[← Back to Blog Index](https://trickle-labs.github.io/pg-trickle/blog/) | [Documentation](https://trickle-labs.github.io/pg-trickle/)

# Why pg_trickle + DuckLake Is the Missing Piece for Lakehouse IVM

## DuckLake's own roadmap lists "materialized views and incremental maintenance" as a future feature. pg_trickle already delivers it — from inside the same database.

---

The data lakehouse movement promised to solve a real problem: the cost and
complexity of maintaining separate OLTP and OLAP systems. Formats like Apache
Iceberg and Delta Lake got the storage and cataloging right. But they left one
major gap: **incremental view maintenance** (IVM). The ability to keep a
pre-computed aggregation fresh as the underlying data changes — without
recomputing from scratch every time.

DuckLake v1.0, released in April 2026, makes a bold architectural bet: the
catalog lives in SQL. Not in JSON manifests on S3. Not in a proprietary REST
service. In a standard SQL database — most often PostgreSQL. That single
architectural choice changes what is possible for IVM in a way that no previous
lakehouse format has.

This post explains why, and why pg_trickle is the natural answer.

---

## The IVM Gap in Lakehouse Formats

Every modern analytics workload needs aggregated results:

- Monthly revenue by product category
- Customer lifetime value, segmented by cohort
- Rolling 7-day click-through rates
- Per-tenant storage consumption

The traditional answer is "run a batch job once a day and cache the results."
The modern answer is "use a materialized view and refresh it on a schedule."
Both answers share the same flaw: **they recompute from the full dataset on
every refresh cycle.**

A table with 100 million rows that receives 10,000 new rows per minute does not
need its aggregates recomputed from all 100 million rows every minute. It needs
the aggregates updated to reflect the 10,000 new rows — the delta. IVM is the
technique that does this correctly and efficiently.
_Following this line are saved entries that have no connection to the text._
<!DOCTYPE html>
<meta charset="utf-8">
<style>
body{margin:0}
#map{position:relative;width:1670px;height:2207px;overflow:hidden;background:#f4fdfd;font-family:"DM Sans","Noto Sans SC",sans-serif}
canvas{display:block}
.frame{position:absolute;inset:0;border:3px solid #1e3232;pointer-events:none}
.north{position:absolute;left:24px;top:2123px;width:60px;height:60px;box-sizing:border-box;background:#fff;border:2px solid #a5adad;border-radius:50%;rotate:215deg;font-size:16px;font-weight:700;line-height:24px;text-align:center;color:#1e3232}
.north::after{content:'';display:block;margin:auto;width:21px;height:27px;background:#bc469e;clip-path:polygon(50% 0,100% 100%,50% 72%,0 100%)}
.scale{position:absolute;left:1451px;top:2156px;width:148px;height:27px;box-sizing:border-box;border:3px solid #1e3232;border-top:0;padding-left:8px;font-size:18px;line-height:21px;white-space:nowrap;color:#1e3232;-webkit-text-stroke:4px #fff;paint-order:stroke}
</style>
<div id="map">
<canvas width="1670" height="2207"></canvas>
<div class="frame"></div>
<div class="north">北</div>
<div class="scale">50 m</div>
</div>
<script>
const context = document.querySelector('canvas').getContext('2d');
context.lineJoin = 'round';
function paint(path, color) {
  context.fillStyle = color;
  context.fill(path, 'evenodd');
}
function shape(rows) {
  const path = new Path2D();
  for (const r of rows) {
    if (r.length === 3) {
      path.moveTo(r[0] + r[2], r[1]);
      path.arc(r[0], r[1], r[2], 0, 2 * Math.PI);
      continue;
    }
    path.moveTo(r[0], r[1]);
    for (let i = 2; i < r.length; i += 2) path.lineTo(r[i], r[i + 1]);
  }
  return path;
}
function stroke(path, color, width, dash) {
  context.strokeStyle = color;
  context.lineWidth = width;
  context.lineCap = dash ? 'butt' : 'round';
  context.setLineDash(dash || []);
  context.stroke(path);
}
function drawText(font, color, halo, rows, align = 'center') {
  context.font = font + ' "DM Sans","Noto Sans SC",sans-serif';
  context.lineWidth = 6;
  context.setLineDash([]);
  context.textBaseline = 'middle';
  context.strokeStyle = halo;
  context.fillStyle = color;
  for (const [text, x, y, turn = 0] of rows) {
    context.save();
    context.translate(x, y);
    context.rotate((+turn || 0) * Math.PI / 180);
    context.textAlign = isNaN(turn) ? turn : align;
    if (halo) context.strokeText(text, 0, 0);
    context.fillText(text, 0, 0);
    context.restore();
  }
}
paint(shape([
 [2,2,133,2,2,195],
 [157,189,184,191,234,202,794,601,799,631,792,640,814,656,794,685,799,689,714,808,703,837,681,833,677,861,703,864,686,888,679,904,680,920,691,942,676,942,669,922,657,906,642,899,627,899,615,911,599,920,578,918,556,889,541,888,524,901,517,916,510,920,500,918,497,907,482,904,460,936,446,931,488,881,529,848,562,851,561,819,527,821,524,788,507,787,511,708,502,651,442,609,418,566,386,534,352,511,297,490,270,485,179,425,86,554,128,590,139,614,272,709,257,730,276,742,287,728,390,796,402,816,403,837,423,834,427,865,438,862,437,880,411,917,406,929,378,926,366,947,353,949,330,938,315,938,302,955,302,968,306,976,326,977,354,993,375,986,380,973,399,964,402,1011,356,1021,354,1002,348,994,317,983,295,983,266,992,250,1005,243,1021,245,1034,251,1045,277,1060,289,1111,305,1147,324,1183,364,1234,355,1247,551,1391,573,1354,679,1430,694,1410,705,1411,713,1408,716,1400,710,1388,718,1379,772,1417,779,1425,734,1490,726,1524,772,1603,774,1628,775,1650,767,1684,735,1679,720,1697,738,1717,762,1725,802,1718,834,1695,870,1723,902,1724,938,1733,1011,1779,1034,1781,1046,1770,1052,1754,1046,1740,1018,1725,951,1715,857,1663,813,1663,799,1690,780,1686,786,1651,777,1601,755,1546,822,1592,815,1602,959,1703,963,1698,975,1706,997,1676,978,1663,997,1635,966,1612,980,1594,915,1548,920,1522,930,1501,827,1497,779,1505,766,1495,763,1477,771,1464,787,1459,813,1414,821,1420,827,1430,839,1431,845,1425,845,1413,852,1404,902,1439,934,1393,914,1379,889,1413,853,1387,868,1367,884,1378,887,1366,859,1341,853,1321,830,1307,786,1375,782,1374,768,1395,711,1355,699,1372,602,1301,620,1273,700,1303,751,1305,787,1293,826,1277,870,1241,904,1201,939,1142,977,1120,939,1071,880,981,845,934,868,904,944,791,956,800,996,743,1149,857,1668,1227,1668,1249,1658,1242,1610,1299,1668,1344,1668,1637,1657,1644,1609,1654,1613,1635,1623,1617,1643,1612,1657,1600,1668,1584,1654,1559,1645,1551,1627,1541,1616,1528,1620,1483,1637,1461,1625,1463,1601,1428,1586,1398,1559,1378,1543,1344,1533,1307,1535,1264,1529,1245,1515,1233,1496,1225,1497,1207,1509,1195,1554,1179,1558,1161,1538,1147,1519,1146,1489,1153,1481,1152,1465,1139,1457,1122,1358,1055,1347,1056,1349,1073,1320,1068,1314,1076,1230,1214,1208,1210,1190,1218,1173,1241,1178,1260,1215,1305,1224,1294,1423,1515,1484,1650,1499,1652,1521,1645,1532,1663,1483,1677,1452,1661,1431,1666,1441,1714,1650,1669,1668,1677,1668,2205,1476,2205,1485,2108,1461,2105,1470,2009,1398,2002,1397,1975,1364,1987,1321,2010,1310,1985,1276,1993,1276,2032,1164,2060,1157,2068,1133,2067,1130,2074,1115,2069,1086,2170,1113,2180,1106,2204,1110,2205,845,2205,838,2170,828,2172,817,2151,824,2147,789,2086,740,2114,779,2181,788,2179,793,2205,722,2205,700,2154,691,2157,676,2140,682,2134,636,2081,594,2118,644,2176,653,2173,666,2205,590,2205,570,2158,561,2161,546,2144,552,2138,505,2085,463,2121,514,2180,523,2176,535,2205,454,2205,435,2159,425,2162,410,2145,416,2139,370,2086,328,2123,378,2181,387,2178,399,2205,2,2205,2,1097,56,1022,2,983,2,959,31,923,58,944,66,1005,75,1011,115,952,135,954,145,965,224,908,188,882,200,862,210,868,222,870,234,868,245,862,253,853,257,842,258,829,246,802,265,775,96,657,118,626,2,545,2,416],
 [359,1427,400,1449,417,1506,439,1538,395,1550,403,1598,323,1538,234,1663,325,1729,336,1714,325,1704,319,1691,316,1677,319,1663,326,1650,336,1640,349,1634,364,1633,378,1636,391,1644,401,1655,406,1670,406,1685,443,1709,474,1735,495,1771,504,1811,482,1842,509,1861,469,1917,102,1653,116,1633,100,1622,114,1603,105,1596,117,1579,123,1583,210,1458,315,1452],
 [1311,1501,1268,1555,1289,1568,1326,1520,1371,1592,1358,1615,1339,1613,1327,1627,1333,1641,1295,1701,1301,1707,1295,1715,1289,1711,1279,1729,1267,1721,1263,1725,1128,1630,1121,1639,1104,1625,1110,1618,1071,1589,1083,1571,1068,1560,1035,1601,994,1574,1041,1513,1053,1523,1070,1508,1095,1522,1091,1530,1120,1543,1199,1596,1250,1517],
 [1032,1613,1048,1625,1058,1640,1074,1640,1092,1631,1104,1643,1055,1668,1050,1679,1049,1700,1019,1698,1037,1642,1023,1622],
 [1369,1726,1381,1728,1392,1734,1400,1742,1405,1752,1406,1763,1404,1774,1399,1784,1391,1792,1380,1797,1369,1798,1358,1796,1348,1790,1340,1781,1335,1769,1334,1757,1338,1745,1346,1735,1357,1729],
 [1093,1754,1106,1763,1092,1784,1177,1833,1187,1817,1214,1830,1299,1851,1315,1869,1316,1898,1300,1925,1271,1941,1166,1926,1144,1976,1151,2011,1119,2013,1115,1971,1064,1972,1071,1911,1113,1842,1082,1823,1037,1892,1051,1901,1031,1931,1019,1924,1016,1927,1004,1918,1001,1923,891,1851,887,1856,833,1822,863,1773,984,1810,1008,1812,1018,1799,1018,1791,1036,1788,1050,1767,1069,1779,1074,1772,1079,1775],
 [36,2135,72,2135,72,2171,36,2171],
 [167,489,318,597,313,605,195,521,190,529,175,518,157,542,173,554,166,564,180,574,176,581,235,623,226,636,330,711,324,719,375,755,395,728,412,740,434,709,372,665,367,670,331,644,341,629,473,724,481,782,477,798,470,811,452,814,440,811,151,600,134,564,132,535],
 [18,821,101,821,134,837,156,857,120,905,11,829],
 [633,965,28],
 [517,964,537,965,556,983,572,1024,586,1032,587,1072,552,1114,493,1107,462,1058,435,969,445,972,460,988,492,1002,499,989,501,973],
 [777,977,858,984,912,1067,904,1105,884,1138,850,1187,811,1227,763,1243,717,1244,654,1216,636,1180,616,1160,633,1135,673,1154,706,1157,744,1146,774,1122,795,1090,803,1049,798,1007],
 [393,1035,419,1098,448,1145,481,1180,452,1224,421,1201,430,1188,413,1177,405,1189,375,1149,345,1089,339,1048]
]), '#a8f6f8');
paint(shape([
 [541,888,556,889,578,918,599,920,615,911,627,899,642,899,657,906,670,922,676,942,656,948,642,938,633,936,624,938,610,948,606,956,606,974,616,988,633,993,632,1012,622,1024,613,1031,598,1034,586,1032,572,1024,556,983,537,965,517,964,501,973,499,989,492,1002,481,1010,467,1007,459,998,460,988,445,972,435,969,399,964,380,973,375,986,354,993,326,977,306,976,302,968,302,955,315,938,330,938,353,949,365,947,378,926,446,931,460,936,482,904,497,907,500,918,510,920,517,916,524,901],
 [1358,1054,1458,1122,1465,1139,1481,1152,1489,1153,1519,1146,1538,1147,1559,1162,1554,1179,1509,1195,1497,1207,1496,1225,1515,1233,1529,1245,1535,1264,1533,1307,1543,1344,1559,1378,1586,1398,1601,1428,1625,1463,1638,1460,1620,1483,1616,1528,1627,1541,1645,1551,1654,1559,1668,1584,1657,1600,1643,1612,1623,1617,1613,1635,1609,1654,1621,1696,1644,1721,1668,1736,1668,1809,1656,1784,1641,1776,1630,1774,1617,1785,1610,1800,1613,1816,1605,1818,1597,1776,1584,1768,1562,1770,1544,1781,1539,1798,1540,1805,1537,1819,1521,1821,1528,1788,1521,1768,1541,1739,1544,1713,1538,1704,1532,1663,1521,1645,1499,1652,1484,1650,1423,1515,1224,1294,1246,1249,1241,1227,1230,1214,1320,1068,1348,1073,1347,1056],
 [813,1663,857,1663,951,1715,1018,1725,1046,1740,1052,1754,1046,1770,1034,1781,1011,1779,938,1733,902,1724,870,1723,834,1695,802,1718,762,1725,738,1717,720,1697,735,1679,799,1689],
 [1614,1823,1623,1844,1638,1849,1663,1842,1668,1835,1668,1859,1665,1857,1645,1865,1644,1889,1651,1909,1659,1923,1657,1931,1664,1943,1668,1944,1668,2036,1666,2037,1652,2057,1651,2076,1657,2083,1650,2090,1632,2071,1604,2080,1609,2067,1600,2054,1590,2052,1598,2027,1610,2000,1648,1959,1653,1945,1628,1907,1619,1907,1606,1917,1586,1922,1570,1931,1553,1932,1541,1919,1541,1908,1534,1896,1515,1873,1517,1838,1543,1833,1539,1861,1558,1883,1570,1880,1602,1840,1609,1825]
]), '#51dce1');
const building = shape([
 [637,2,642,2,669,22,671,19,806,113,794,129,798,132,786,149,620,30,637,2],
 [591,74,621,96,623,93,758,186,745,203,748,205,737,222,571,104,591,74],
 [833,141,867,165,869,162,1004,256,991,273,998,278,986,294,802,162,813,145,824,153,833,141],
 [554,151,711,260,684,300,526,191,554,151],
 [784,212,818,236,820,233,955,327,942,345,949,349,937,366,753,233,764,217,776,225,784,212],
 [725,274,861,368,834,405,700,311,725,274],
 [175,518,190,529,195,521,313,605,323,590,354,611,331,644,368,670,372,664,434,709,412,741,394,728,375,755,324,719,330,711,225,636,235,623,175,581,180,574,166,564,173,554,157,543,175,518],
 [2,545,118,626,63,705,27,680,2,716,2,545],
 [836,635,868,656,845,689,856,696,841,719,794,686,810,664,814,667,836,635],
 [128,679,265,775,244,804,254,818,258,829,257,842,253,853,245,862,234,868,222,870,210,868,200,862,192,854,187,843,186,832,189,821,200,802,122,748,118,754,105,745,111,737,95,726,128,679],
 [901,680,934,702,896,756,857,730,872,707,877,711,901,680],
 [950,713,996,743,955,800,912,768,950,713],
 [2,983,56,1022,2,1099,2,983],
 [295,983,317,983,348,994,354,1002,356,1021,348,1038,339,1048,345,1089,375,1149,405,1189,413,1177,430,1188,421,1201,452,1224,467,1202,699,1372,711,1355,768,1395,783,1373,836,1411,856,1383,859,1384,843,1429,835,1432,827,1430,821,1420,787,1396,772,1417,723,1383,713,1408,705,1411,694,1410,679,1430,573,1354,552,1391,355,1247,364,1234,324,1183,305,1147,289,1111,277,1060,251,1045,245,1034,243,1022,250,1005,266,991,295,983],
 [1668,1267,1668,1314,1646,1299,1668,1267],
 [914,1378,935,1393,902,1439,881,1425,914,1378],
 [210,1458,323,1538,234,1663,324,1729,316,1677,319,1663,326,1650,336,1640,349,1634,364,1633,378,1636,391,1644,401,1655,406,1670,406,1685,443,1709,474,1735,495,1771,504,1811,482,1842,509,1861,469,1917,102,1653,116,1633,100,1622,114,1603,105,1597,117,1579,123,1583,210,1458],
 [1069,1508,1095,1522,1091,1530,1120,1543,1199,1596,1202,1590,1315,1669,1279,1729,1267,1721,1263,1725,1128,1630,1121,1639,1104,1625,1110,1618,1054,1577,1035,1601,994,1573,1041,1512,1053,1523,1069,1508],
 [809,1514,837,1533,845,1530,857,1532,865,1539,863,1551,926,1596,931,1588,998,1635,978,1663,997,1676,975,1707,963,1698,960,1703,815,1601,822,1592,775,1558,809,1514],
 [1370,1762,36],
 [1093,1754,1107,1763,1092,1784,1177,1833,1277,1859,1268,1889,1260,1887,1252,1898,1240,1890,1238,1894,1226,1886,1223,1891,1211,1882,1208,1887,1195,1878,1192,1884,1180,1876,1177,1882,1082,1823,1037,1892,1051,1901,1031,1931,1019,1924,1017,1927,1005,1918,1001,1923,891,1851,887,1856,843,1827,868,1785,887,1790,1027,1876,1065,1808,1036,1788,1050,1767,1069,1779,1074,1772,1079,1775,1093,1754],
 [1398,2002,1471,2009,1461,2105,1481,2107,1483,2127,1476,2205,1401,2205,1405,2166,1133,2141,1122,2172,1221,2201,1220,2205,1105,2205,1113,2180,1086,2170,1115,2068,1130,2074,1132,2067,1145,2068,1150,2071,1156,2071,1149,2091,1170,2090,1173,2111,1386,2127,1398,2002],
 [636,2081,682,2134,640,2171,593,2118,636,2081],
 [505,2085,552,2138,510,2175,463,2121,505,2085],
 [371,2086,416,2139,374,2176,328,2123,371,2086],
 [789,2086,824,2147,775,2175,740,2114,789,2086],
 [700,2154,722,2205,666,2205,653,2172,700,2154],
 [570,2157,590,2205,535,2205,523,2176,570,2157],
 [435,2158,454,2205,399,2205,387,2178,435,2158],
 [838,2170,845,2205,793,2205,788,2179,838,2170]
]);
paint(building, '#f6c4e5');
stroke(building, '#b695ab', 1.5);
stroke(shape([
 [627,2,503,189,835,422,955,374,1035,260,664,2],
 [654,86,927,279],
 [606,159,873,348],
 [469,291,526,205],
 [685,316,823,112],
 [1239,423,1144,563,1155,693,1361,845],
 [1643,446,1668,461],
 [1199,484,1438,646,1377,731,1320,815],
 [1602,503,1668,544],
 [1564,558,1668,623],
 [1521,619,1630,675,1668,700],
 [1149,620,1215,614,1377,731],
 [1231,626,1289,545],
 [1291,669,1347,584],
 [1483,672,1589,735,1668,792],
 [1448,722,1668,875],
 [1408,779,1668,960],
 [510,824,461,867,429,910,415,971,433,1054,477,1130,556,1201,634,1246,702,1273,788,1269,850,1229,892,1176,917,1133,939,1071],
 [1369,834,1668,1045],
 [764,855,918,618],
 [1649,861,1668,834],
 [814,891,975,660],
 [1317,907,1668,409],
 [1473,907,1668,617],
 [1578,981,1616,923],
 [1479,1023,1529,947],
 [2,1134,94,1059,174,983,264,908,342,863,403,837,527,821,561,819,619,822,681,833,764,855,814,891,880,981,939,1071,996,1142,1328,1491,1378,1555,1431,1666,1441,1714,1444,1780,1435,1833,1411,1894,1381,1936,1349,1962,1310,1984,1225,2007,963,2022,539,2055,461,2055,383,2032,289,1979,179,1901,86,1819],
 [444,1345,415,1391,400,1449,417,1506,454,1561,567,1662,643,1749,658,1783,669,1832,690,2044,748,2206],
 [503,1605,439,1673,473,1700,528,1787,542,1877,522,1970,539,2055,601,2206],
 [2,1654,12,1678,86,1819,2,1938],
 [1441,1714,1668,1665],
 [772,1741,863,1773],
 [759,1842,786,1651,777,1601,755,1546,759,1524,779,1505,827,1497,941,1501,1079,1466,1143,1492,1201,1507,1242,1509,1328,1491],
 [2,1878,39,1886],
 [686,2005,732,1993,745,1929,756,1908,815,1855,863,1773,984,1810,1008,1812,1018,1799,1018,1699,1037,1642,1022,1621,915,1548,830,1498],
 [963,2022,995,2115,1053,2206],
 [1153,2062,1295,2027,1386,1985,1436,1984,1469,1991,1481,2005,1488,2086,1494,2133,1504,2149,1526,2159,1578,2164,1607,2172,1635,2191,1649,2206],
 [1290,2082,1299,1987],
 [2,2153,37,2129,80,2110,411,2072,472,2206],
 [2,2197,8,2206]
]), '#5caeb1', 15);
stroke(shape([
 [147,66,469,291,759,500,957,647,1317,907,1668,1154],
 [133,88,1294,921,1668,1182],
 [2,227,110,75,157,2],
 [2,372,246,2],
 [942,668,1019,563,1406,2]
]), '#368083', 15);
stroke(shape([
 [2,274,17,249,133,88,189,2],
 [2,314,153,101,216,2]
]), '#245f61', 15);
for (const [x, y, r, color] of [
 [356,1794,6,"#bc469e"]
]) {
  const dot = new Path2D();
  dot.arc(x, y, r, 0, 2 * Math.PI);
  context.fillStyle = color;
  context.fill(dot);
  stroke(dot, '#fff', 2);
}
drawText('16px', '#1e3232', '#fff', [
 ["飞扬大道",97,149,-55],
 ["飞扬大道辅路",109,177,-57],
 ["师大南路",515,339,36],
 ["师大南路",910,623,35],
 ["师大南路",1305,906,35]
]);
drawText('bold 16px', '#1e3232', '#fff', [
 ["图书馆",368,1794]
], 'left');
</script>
Doing IVM correctly is hard. You need to:
1. Detect exactly which rows changed (CDC).
2. Determine which downstream aggregations are affected by those changes.
3. Apply the algebraic inverse of the aggregate function to remove old
   contributions and add new ones — without reading the rows that didn't change.
4. Handle JOINs (which can produce phantom rows when joined tables change).
5. Handle HAVING clauses, subqueries, and complex SQL correctly.

Every major streaming SQL engine — Flink, Materialize, RisingWave, Ksql — has
spent years getting these rules right. They are all correct. They are all also
**separate, external systems** that you must deploy, operate, and connect to
your lake via a CDC pipeline.

---

## Why DuckLake Changes the Equation

Apache Iceberg and Delta Lake store their catalog in files on S3 — JSON
manifests, Avro metadata, snapshot pointers scattered across thousands of small
files. The catalog is not SQL-accessible. To build IVM on top of Iceberg, you
need to:

1. Poll the S3 catalog for new snapshot pointers.
2. Read the new metadata files from S3.
3. Decode which data files are new.
4. Read those Parquet files from S3.
5. Apply the delta.

Steps 1–4 happen before you even see the changed rows. This is why every IVM
system built on Iceberg uses Kafka as a mediator — you emit change events from
step 3 into a Kafka topic and let the stream processor handle step 5.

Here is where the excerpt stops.